A Search for Perfection

I have a student who because of his personality and the program he is planning to attend is demanding of himself that he earns an A+ in my class. He is a delightful student who regularly helps his peers if they miss a class or a struggling. The problem? He is so hard on himself. When we discuss difficult topics in class he is worried and stressed about learning them for tests. On test day he is worried and stressed about doing well. When he makes mistakes on labs he worries about it. If his class average goes down half a percent I will often get an email (all my students have access to their gradebook).

I routinely, when I see him worry (f2f) or get his emails (online class), I tell him he will be fine, that he will get the grade he needs to enter the program. I remind him how hard it is for adults to go back to school, especially when they have been out for a long time.
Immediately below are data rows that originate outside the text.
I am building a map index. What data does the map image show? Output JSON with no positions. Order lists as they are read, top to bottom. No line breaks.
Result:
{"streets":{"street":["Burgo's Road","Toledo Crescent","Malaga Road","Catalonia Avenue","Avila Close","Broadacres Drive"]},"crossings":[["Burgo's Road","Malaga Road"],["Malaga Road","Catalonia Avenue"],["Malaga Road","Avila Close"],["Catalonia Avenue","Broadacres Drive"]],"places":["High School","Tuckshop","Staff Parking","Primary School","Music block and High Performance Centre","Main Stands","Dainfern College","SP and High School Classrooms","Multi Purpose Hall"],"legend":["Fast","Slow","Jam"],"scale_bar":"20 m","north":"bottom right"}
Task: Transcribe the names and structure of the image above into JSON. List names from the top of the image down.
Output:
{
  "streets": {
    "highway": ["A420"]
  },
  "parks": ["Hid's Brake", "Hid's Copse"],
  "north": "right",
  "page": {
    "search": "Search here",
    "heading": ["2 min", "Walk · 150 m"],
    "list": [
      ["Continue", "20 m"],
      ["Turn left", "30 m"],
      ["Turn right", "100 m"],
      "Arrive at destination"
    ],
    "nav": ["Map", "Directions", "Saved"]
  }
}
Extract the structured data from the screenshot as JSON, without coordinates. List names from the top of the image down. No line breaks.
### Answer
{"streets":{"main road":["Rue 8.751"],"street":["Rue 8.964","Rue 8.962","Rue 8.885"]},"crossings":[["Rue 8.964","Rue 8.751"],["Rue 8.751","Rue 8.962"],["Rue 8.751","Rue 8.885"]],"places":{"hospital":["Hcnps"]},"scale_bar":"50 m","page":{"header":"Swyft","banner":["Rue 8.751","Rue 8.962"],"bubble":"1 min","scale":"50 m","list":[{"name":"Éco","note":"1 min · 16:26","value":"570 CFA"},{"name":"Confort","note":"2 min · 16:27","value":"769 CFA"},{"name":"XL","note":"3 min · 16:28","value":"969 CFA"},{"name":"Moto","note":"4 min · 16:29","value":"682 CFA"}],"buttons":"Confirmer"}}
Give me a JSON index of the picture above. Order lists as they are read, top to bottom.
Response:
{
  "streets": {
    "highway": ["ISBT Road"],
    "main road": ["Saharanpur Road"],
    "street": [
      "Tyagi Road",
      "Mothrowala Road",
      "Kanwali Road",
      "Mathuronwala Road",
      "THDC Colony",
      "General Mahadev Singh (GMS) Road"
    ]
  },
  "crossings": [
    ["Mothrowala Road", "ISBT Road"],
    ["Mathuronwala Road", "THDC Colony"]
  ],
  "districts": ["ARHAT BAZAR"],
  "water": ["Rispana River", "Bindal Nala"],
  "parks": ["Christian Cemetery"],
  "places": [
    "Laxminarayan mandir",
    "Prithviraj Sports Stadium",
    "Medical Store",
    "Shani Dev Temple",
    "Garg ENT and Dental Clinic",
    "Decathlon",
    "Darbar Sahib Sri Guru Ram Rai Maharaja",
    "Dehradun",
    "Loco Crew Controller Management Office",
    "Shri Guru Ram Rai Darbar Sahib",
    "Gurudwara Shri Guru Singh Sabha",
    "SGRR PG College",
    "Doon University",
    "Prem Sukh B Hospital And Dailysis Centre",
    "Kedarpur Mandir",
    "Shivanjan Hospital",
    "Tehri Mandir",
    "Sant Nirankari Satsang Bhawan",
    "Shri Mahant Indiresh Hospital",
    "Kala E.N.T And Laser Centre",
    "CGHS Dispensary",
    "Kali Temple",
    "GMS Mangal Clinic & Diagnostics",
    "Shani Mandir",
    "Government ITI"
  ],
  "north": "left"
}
I see myself and my cohort in him. I am incredibly fortunate to have him in my class; not only because he is the kind of student every teacher is fortunate to have, but because I can see us in him. I make the same demands on myself. I stress about obtaining perfection in my classes. I am demanding A+’s from myself as, way down the road, I hope to get my PhD and I know top grades are demanded.

Who is to blame for all this? Is it the programs that require an A+ to enter, whether warranted or not? Is it the student who, being out of school for so long, knows the sacrifices that they, and their families, are making so that they can attend school and achieve their dream? I suspect it is both and more.

It is important for students to remember that “it’s about progress, not perfection”  and while doing well can be very important, you should do your best, being present, and recognize that sometimes you will not get the A+.